▸ **DATA**:

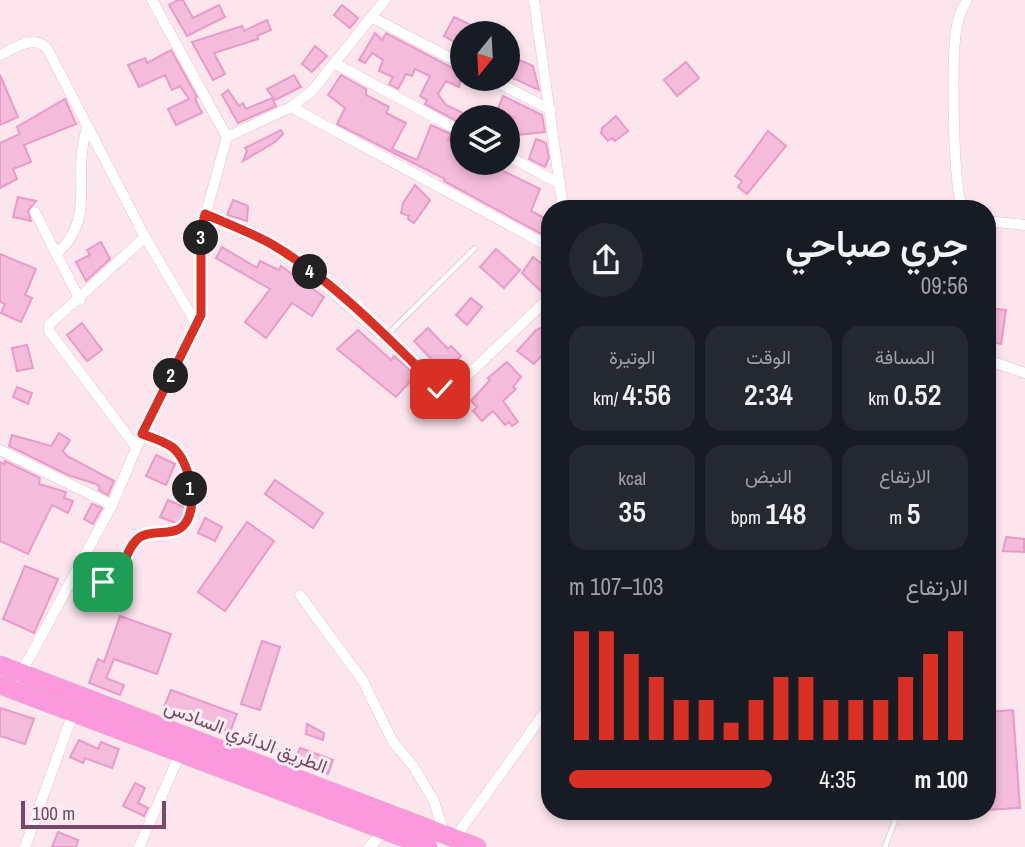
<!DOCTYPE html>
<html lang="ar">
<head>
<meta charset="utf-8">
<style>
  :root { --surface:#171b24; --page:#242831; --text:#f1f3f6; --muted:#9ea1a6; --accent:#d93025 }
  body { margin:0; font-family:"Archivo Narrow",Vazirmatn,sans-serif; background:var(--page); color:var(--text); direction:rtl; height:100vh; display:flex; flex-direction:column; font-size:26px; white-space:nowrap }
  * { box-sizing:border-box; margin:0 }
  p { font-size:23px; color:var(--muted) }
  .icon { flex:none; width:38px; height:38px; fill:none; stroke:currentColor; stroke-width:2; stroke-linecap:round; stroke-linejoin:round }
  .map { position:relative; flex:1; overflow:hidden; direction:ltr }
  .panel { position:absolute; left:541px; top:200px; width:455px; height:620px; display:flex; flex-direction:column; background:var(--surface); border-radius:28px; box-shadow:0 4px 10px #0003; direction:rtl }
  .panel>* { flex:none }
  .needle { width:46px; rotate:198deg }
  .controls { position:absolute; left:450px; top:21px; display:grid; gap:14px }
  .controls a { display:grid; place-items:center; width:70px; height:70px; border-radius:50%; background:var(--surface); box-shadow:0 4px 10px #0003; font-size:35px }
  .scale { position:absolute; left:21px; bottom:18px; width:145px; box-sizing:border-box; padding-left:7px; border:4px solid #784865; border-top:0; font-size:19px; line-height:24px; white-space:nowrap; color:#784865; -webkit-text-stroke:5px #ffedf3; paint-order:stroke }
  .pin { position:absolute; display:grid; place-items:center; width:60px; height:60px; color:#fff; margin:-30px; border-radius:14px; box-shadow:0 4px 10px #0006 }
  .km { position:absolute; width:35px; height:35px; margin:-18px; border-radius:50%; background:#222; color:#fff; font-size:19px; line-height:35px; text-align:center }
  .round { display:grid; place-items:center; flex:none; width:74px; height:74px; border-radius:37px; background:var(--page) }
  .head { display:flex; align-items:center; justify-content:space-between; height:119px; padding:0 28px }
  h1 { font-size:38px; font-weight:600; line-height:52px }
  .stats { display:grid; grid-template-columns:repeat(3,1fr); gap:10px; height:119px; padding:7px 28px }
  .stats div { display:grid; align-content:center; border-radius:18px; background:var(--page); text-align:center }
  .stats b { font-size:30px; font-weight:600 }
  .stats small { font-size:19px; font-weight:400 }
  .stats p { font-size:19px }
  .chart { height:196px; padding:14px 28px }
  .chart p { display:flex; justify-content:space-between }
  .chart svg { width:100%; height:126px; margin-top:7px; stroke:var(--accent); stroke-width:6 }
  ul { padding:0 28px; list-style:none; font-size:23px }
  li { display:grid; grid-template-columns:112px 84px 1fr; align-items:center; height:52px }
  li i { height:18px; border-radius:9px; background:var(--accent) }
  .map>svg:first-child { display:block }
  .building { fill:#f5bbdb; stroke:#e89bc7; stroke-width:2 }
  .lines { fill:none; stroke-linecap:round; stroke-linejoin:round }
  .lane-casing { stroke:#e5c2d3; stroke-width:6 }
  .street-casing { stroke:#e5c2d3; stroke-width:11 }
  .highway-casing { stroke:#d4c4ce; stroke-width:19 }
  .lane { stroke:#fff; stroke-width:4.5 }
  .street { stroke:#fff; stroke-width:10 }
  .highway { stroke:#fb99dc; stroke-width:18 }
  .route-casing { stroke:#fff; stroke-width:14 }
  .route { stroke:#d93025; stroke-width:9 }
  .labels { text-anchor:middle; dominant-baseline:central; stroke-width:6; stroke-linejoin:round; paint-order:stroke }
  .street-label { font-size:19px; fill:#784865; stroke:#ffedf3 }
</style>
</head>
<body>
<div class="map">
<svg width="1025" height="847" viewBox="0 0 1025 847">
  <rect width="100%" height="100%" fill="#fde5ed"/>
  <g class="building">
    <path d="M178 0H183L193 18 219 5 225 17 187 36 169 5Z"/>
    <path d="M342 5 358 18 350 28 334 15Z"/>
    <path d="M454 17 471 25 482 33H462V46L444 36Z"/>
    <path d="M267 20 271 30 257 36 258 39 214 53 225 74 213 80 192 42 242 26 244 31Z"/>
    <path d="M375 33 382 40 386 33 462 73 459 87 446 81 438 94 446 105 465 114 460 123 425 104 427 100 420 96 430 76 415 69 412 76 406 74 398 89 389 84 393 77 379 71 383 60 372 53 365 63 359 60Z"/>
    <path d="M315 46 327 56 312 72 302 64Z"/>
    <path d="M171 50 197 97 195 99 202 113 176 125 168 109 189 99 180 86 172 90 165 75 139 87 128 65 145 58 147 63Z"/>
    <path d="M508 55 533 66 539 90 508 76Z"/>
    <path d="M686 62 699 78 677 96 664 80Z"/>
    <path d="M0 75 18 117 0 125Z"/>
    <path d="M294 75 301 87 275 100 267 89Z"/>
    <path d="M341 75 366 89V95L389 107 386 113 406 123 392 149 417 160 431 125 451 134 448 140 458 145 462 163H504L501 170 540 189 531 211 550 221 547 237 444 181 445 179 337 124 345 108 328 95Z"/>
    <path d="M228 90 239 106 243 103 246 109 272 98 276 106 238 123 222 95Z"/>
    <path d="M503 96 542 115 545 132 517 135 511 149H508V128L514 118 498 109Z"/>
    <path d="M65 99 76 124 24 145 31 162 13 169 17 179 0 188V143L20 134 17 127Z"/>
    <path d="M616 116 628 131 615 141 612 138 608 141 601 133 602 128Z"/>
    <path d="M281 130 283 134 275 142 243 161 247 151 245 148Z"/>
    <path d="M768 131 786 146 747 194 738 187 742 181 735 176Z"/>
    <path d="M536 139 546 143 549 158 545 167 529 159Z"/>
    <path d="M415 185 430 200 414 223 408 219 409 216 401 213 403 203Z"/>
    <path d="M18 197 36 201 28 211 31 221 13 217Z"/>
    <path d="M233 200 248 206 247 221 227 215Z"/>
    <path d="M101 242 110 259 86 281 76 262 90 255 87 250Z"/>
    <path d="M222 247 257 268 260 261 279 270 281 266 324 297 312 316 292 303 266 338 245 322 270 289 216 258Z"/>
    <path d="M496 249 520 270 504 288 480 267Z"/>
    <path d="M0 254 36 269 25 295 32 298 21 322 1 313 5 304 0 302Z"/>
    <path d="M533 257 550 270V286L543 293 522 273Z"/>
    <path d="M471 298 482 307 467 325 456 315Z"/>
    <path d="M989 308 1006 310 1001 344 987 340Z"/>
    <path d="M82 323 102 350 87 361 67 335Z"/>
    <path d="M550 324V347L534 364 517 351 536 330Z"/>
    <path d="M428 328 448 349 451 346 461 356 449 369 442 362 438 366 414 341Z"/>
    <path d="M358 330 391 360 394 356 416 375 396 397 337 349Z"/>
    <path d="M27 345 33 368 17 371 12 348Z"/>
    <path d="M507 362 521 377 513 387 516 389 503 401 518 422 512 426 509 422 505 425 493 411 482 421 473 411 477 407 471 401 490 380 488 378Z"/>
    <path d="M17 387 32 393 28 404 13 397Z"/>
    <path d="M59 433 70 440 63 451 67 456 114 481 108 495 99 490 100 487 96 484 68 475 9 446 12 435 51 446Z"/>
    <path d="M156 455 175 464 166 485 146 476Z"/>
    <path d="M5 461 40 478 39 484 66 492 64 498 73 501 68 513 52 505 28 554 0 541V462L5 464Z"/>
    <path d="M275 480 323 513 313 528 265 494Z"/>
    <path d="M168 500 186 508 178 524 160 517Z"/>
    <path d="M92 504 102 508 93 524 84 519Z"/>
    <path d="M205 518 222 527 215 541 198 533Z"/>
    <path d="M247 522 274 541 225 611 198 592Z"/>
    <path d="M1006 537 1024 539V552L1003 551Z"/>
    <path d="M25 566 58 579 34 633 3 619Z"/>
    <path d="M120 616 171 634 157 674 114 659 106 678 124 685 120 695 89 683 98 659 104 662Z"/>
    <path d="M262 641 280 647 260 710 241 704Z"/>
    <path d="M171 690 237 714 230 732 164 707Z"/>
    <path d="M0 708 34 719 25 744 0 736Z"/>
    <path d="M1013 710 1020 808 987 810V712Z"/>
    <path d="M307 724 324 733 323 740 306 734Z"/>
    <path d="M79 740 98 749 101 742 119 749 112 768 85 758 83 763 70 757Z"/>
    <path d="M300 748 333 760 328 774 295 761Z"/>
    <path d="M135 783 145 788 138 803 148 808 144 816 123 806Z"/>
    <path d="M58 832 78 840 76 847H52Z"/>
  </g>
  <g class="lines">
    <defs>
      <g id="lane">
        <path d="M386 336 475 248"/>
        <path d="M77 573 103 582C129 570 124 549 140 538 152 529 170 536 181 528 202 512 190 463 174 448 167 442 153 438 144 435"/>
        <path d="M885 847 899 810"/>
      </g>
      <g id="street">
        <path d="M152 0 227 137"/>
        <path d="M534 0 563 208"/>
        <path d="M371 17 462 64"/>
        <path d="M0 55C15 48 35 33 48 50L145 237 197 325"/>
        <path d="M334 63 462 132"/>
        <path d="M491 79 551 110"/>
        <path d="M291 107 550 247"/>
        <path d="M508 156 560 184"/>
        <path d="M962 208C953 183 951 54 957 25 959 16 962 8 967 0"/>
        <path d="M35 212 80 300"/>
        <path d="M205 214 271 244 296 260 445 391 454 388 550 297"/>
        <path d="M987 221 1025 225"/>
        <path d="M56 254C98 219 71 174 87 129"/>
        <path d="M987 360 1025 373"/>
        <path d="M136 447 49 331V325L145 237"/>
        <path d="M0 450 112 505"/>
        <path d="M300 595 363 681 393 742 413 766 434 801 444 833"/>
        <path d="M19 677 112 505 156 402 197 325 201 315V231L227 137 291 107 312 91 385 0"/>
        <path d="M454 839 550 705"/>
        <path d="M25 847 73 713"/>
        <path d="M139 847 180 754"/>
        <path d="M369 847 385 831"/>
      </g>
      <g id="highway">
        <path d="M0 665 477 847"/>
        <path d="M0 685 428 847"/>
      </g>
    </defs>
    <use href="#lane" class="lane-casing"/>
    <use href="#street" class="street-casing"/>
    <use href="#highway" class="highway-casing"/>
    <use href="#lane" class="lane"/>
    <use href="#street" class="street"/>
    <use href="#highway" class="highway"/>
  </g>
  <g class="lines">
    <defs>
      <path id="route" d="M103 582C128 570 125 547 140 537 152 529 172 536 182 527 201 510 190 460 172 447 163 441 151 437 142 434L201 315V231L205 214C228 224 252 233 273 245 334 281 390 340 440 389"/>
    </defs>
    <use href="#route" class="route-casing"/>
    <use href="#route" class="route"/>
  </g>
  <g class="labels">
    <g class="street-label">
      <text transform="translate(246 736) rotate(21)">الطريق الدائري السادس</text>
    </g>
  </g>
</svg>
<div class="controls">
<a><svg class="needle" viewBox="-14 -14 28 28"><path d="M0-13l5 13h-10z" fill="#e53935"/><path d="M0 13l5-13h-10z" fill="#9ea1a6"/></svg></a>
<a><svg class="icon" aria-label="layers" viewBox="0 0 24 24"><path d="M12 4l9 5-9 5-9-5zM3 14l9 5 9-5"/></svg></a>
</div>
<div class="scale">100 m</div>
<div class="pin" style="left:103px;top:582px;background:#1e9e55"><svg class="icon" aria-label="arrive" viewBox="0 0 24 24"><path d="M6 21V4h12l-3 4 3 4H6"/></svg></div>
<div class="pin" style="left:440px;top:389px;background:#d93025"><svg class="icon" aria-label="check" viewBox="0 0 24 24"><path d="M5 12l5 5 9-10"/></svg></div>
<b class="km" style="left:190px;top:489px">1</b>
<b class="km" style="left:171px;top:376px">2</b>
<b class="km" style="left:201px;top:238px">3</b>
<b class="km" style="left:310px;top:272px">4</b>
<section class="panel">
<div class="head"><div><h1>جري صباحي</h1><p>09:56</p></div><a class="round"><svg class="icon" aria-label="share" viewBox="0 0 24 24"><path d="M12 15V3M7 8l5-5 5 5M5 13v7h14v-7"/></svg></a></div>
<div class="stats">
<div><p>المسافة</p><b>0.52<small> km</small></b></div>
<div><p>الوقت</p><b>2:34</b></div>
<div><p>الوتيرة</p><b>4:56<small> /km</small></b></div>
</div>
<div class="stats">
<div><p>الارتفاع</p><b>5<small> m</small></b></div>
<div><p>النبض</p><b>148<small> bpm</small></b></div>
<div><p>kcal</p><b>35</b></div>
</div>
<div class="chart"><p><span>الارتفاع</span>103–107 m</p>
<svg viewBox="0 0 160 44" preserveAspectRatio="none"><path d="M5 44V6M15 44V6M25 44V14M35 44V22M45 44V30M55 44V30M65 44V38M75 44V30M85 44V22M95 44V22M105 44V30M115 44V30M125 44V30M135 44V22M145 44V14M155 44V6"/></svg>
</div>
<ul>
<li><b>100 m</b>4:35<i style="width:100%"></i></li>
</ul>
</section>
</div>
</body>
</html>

▸ **EXERCISE GOAL**: Across the entries, how many lines contain the word "controls"? State that number and nothing else.

▸ **RESPONSE BELOW**: 3